§ **ASSIGNMENT**: Copy out all the lines of the data that hold the word "places".
------------------------------------
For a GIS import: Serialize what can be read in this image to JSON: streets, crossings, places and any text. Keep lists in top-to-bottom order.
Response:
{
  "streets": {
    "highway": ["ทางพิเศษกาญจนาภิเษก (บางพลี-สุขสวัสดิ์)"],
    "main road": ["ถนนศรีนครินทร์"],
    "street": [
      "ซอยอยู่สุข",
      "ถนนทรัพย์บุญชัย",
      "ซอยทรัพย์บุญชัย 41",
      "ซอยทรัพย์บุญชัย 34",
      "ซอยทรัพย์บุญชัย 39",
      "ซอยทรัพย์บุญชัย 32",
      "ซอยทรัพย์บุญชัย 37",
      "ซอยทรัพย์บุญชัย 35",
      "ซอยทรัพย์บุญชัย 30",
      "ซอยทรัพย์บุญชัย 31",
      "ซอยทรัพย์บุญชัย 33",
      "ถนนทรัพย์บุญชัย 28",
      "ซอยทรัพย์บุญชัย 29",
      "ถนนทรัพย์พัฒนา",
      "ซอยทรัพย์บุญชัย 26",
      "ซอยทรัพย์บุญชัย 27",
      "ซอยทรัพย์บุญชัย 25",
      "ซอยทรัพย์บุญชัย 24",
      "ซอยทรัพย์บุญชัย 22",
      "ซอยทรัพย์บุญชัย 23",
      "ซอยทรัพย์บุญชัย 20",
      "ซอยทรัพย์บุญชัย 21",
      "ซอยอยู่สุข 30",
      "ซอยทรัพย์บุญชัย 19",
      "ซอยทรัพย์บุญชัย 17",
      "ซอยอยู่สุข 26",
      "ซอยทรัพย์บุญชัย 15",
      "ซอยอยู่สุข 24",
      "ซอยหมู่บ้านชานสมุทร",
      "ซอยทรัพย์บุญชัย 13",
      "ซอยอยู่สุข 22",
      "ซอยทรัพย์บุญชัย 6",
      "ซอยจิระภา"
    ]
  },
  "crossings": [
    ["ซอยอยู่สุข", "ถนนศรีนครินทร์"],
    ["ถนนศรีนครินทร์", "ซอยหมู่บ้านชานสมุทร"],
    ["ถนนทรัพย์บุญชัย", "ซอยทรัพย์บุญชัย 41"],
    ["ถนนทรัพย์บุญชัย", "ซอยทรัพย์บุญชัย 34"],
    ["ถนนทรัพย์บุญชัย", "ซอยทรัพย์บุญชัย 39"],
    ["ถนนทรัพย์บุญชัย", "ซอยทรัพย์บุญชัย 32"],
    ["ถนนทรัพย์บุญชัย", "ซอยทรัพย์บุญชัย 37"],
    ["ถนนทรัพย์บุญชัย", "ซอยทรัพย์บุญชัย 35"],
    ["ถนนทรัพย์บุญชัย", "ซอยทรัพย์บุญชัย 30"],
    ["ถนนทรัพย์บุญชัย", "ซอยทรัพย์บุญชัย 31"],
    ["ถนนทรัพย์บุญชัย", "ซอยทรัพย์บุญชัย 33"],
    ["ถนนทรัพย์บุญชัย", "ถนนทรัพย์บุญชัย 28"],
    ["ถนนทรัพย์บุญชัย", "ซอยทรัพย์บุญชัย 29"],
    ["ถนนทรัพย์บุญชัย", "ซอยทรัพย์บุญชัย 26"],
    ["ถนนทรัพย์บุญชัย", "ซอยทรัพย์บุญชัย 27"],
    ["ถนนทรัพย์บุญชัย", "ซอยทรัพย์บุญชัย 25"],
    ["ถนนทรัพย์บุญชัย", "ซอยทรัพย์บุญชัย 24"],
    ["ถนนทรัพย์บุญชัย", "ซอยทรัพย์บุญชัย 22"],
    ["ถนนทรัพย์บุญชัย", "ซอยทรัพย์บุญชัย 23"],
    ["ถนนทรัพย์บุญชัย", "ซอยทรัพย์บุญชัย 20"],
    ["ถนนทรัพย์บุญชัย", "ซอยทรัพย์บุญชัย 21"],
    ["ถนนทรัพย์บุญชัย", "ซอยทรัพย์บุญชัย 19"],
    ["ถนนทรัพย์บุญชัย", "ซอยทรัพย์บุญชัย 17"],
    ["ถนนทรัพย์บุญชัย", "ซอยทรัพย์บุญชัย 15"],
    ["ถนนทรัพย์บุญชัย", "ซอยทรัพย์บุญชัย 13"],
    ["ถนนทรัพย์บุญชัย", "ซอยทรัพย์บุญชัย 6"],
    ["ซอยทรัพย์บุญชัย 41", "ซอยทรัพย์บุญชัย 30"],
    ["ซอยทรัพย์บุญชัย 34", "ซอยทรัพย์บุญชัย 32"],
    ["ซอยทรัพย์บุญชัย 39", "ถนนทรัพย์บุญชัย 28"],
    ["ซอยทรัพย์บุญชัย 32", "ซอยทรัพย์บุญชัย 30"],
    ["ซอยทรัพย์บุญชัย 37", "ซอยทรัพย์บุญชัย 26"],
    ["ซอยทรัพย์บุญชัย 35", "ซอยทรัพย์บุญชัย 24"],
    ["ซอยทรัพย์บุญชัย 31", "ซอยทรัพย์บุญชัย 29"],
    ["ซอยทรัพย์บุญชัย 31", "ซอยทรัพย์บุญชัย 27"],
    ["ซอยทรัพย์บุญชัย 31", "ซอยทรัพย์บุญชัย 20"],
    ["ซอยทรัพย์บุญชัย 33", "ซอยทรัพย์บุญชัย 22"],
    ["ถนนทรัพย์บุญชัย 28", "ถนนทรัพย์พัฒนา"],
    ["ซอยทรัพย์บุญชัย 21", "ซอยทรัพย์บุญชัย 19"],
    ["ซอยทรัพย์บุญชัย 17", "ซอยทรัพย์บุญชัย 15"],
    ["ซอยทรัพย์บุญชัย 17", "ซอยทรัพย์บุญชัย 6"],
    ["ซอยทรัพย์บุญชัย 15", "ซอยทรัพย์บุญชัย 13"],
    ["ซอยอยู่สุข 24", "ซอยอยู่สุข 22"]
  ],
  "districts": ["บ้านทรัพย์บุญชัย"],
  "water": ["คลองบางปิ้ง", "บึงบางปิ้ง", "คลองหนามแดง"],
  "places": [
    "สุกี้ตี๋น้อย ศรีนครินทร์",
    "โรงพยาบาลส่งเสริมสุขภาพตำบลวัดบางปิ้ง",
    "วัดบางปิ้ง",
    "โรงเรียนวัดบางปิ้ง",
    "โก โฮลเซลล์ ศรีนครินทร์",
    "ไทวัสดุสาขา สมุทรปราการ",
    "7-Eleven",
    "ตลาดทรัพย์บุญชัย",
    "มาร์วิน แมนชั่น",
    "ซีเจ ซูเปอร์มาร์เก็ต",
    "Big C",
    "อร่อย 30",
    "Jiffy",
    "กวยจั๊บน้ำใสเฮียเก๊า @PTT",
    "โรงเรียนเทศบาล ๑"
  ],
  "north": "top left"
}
------------------------------------
§ **PROBLEM SOLUTION**:
For a GIS import: Serialize what can be read in this image to JSON: streets, crossings, places and any text. Keep lists in top-to-bottom order.
  "places": [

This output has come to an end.